It is important to keep this sort of thing in mind: the term vectorization in R actually refers to a step in which you write devectorized code in C. Vectorization, per se, is a red herring when reasoning about performance.

To finish this last point, let’s summarize the performance hierarchy for R and Julia code in a simple table:

Worst Case Typical Case Best Case
Julia Vectorized Code Julia Devectorized Code
R Devectorized Code R Vectorized Code C Devectorized Code

It is the complete absence of one column for Julia that makes it difficult to compare vectorization across the two languages. Nothing in Julia is as bad as R’s devectorized code. On the other end of the spectrum, the performance of Julia’s devectorized code simply has no point of comparison in pure R: it is more similar to the C code used to power R behind the scenes.

Conclusion

Julia aims to (and typically does) provide vectorized code that is efficient as the vectorized code available in other high-level languages. What sets Julia apart is the possibility of writing, in pure Julia, high performance code that uses CPU and memory resources as effectively as can be done in C.

In particular, vectorization and devectorization stand in the opposite relationship to one another in Julia as they do in R. In R, devectorization makes code unusably slow: R code must be vectorized to perform at an acceptable level. In contrast, Julia programmers view vectorized code as a convenient prototype that can be modified with some clever devectorization to produce production-performance code. Of course, we would like prototype code to perform better. But no popular language offers that kind of functionality. What Julia offers isn’t the requirement for devectorization, but the possibility of doing it in Julia itself, rather than in C.

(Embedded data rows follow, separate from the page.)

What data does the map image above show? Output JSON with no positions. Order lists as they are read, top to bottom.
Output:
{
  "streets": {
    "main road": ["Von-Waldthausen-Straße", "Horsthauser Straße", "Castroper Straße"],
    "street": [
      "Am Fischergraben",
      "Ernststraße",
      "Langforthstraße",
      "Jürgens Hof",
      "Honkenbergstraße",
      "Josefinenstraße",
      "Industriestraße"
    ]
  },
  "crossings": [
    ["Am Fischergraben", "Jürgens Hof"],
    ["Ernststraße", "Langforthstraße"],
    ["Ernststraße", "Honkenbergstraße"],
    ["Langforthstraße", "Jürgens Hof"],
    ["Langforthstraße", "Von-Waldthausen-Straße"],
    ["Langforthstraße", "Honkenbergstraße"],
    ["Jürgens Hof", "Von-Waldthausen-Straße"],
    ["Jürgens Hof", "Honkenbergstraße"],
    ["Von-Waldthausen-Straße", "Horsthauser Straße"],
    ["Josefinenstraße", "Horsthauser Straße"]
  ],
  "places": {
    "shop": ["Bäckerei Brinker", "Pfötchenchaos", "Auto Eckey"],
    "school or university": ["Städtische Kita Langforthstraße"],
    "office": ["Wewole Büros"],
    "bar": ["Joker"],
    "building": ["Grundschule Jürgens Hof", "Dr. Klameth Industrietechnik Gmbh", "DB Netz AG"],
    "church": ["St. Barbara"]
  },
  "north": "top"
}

Writing Type-Stable Code in Julia

For many of the people I talk to, Julia’s main appeal is speed. But achieving peak performance in Julia requires that programmers absorb a few subtle concepts that are generally unfamiliar to users of weakly typed languages.

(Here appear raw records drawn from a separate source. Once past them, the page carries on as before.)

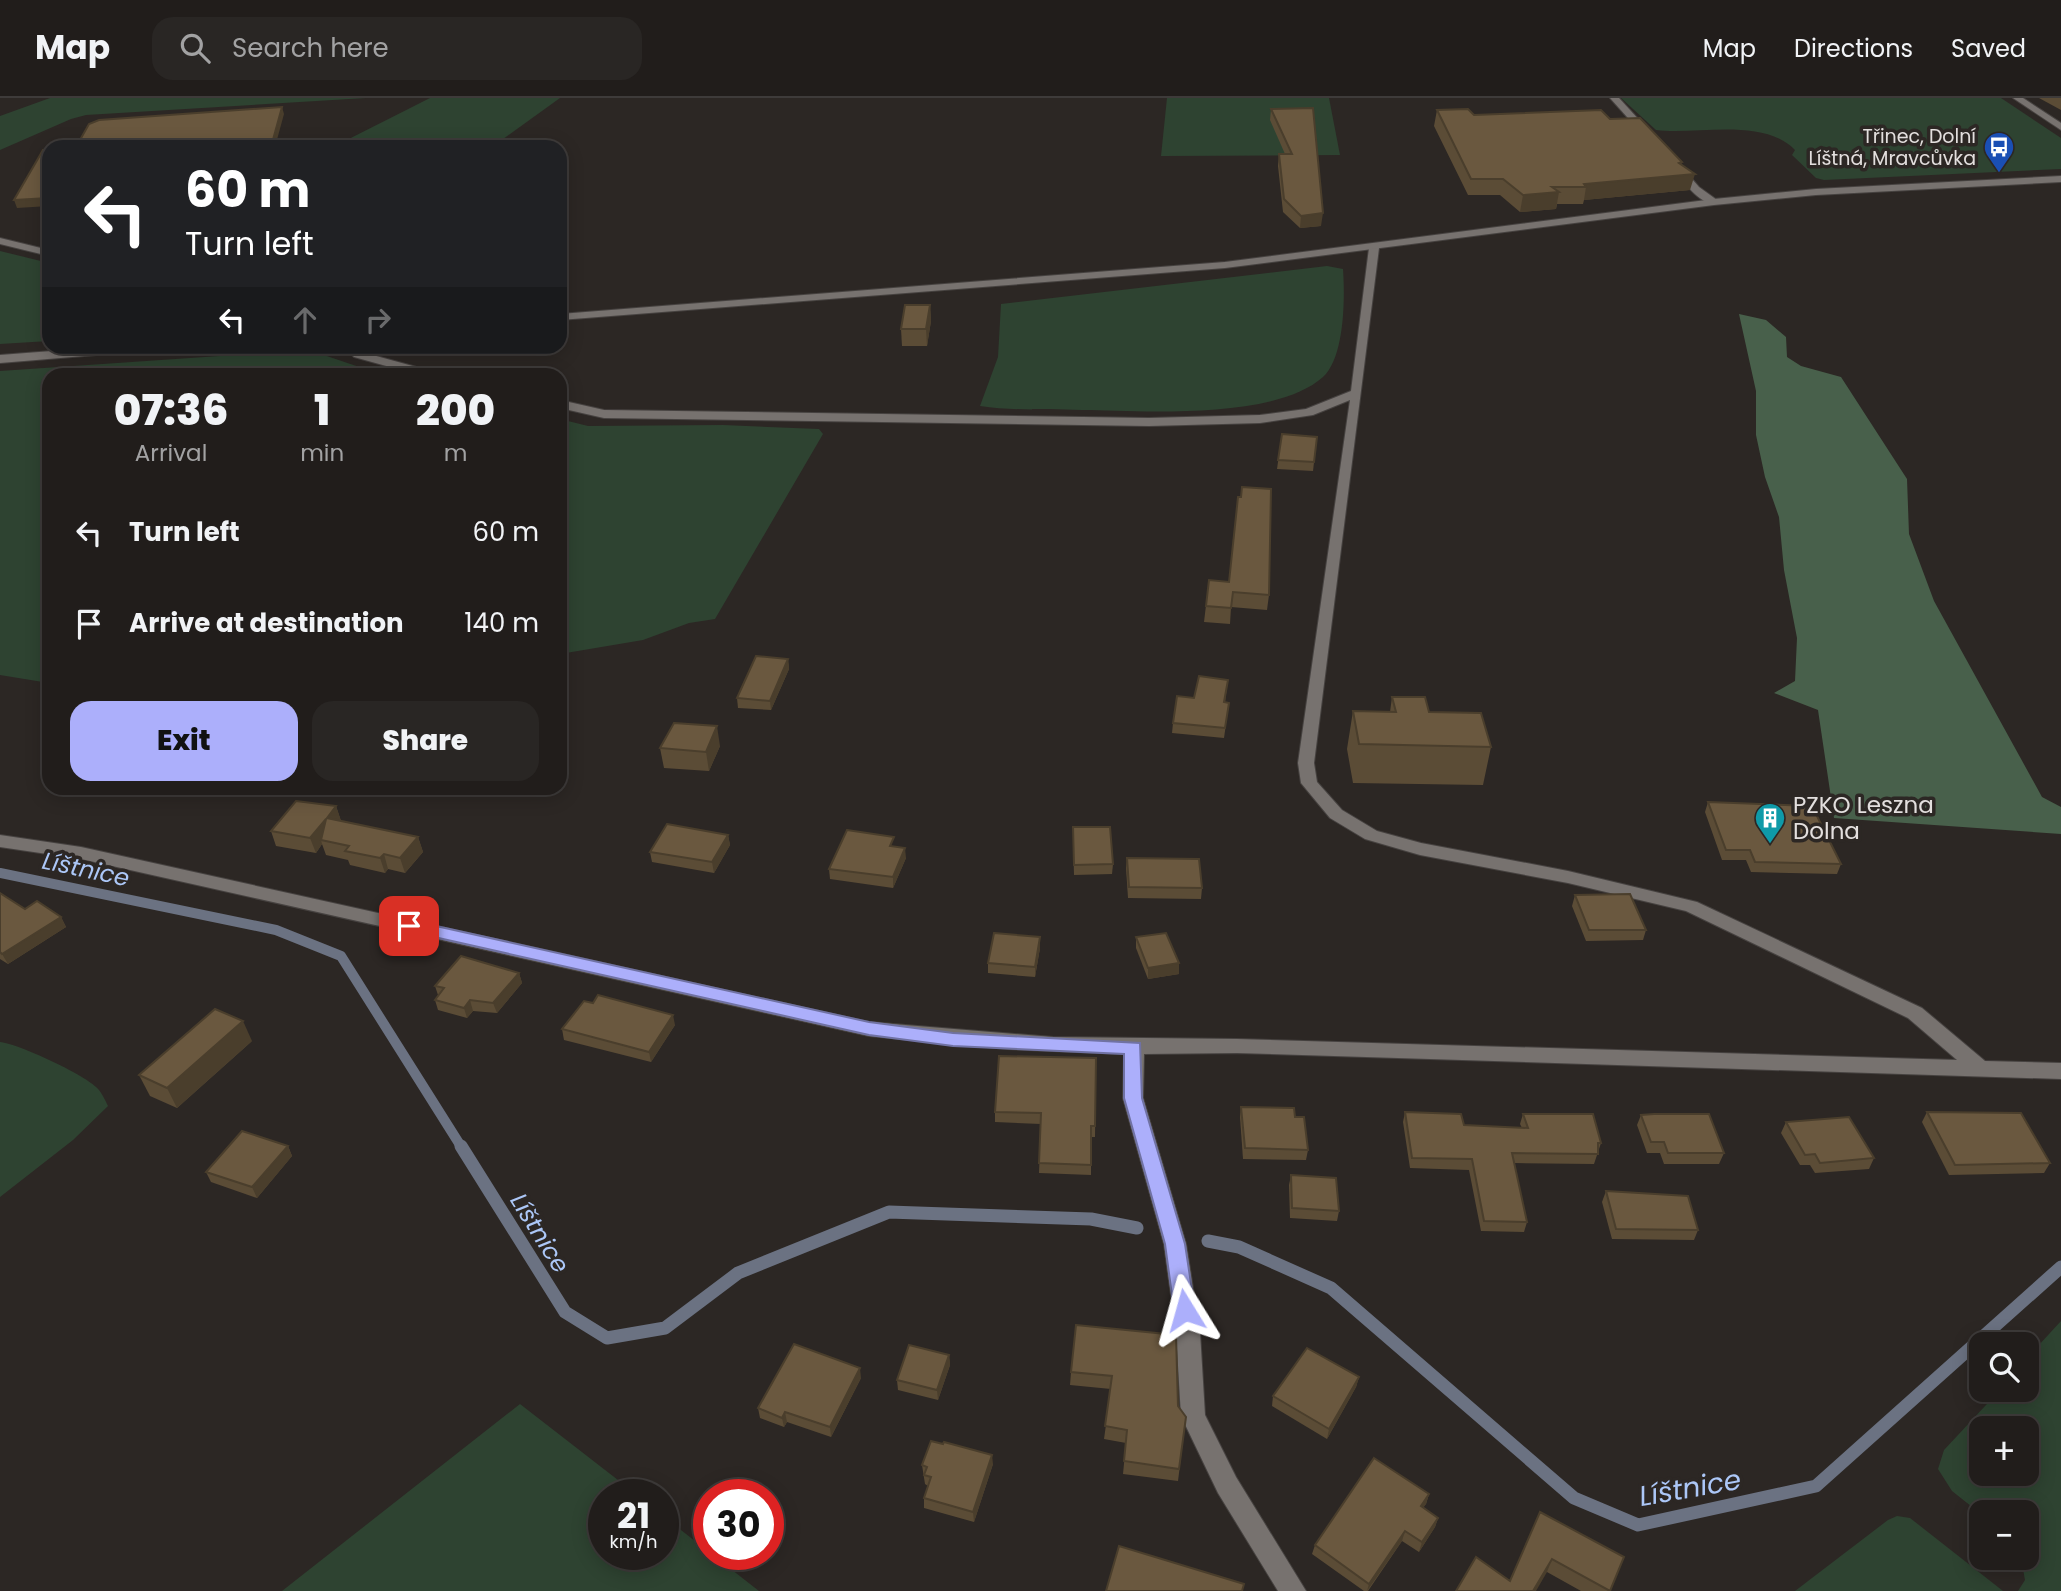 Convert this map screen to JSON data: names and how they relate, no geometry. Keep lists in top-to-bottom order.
{
  "water": ["Líštnice"],
  "places": {
    "bus stop": ["Třinec, Dolní Líštná, Mravcůvka"],
    "building": ["PZKO Leszna Dolna"]
  },
  "page": {
    "header": "Map",
    "search": "Search here",
    "nav": ["Map", "Directions", "Saved"],
    "turn": ["60 m", "Turn left"],
    "eta": [
      "07:36",
      "Arrival",
      "1",
      "min",
      "200",
      "m"
    ],
    "list": [
      {
        "name": "Turn left",
        "value": "60 m"
      },
      {
        "name": "Arrive at destination",
        "value": "140 m"
      }
    ],
    "buttons": ["Exit", "Share"],
    "map_buttons": ["+", "−"],
    "speed": "21 km/h",
    "limit": "30"
  }
}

One particularly subtle performance pitfall is the need to write type-stable code. Code is said to be type-stable if the type of every variable does not vary over time. To clarify this idea, consider the following two closely related function definitions:

function sumofsins1(n::Integer)  
    r = 0  
    for i in 1:n  
        r += sin(3.4)  
    end  
    return r  
end  

function sumofsins2(n::Integer)  
    r = 0.0  
    for i in 1:n  
        r += sin(3.4)  
    end  
    return r  
end  

The only difference between these function definitions is that sumofsins1 initializes r to 0, whereas sumofsins2 initializes r to 0.0.

This seemingly minor distinction has important practical implications because the initialization of r to 0 means that the main loop of sumofsins1 begins with a single iteration in which the computer adds 0 to sin(3.4). This single addition step transforms the type of r from Int, which is the type of 0, to Float64, which is the type of sin(3.4). This means that the type of r is not stable over the course of this loop.

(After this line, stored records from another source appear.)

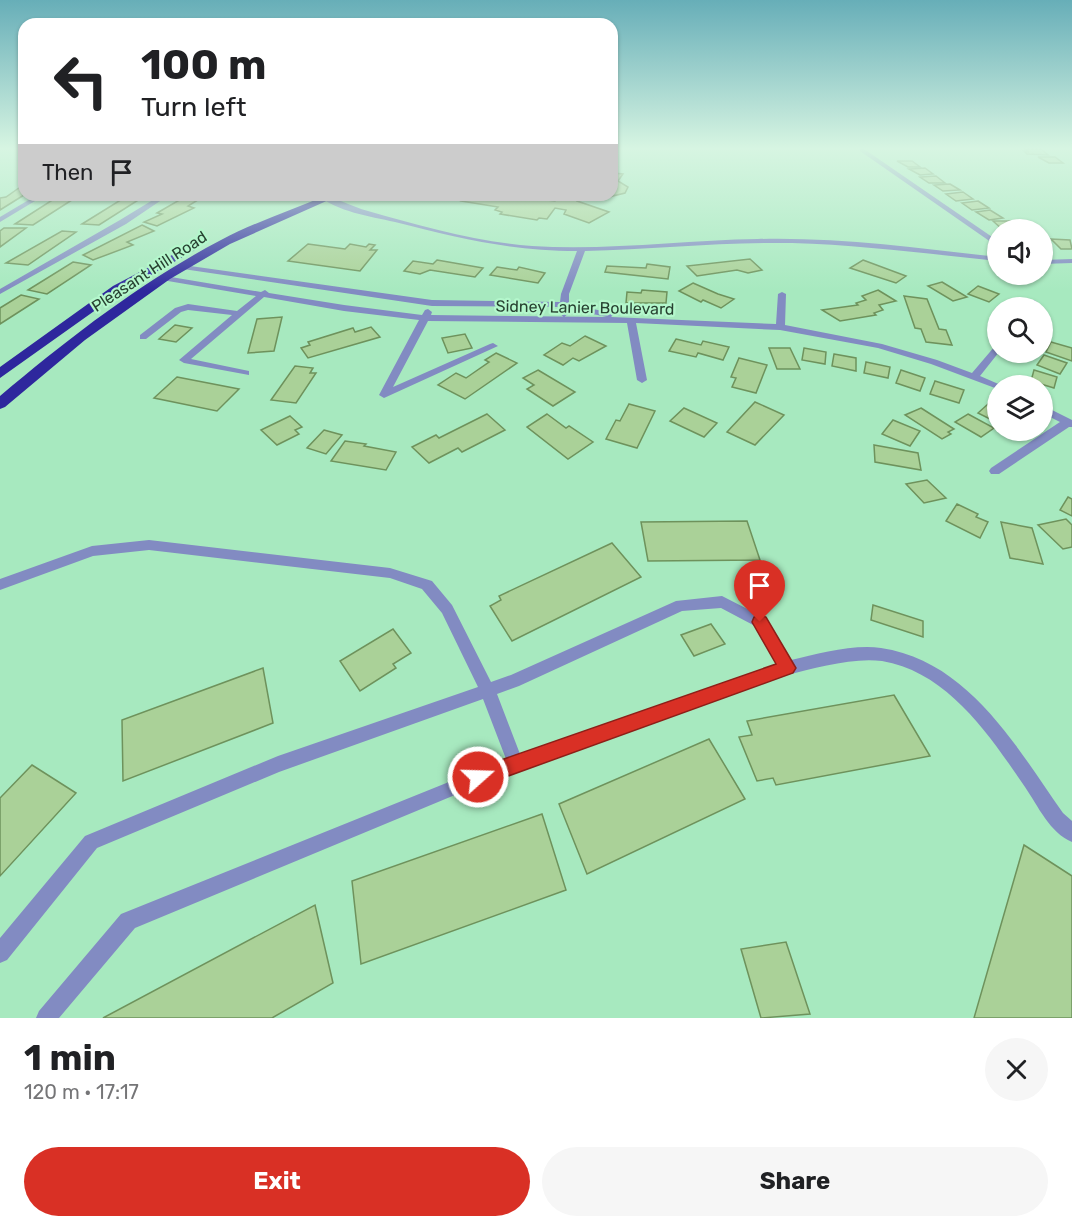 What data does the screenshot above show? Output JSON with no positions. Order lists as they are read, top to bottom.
{
  "streets": {
    "highway": ["Pleasant Hill Road"],
    "street": ["Sidney Lanier Boulevard"]
  },
  "crossings": [
    ["Pleasant Hill Road", "Sidney Lanier Boulevard"]
  ],
  "page": {
    "turn": ["100 m", "Turn left"],
    "then": "Then",
    "heading": ["1 min", "120 m · 17:17"],
    "buttons": ["Exit", "Share"]
  }
} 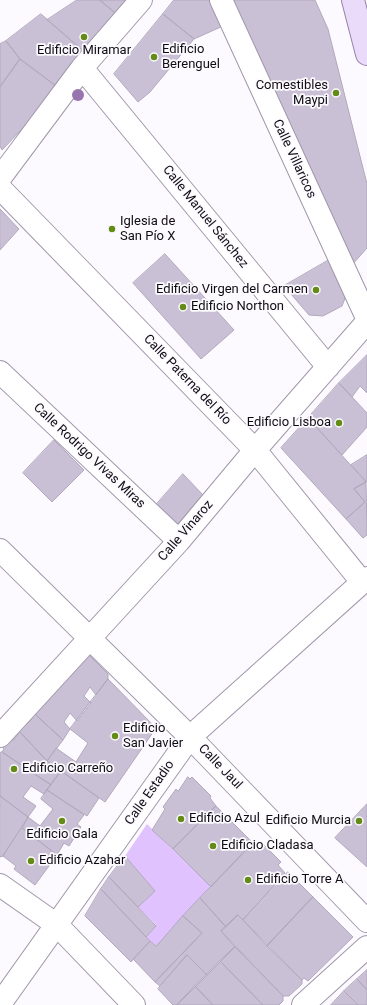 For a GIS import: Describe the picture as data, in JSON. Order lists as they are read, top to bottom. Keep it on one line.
{"streets":{"street":["Calle Villaricos","Calle Manuel Sánchez","Calle Paterna del Río","Calle Rodrigo Vivas Miras","Calle Vinaroz","Calle Jaul","Calle Estadio"]},"crossings":[["Calle Manuel Sánchez","Calle Vinaroz"],["Calle Paterna del Río","Calle Vinaroz"],["Calle Paterna del Río","Calle Estadio"],["Calle Rodrigo Vivas Miras","Calle Vinaroz"],["Calle Vinaroz","Calle Jaul"],["Calle Jaul","Calle Estadio"]],"places":["Edificio Miramar","Edificio Berenguel","Comestibles Maypi","Iglesia de San Pío X","Edificio Virgen del Carmen","Edificio Northon","Edificio Lisboa","Edificio San Javier","Edificio Carreño","Edificio Azul","Edificio Gala","Edificio Murcia","Edificio Cladasa","Edificio Azahar","Edificio Torre A"]}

This instability has considerable effects on the performance of sumofsins1. To see this, let’s run some naive benchmarks. As always in Julia, we’ll start with a dry run to get the JIT to compile the functions being compared:

sumofsins1(100_000)  
sumofsins2(100_000)  

@time [sumofsins1(100_000) for i in 1:100];  
@time [sumofsins2(100_000) for i in 1:100];  

The results of this timing comparison are quite striking:

julia> @time [sumofsins1(100_000) for i in 1:100];  
elapsed time: 0.412261722 seconds (320002496 bytes allocated)  

julia> @time [sumofsins2(100_000) for i in 1:100];  
elapsed time: 0.008509995 seconds (896 bytes allocated)  

As you can see, the type-unstable code in sumofsins1 is 50x slower than the type-stable code. What might have seemed like a nitpicky point about the initial value of r has enormous performance implications.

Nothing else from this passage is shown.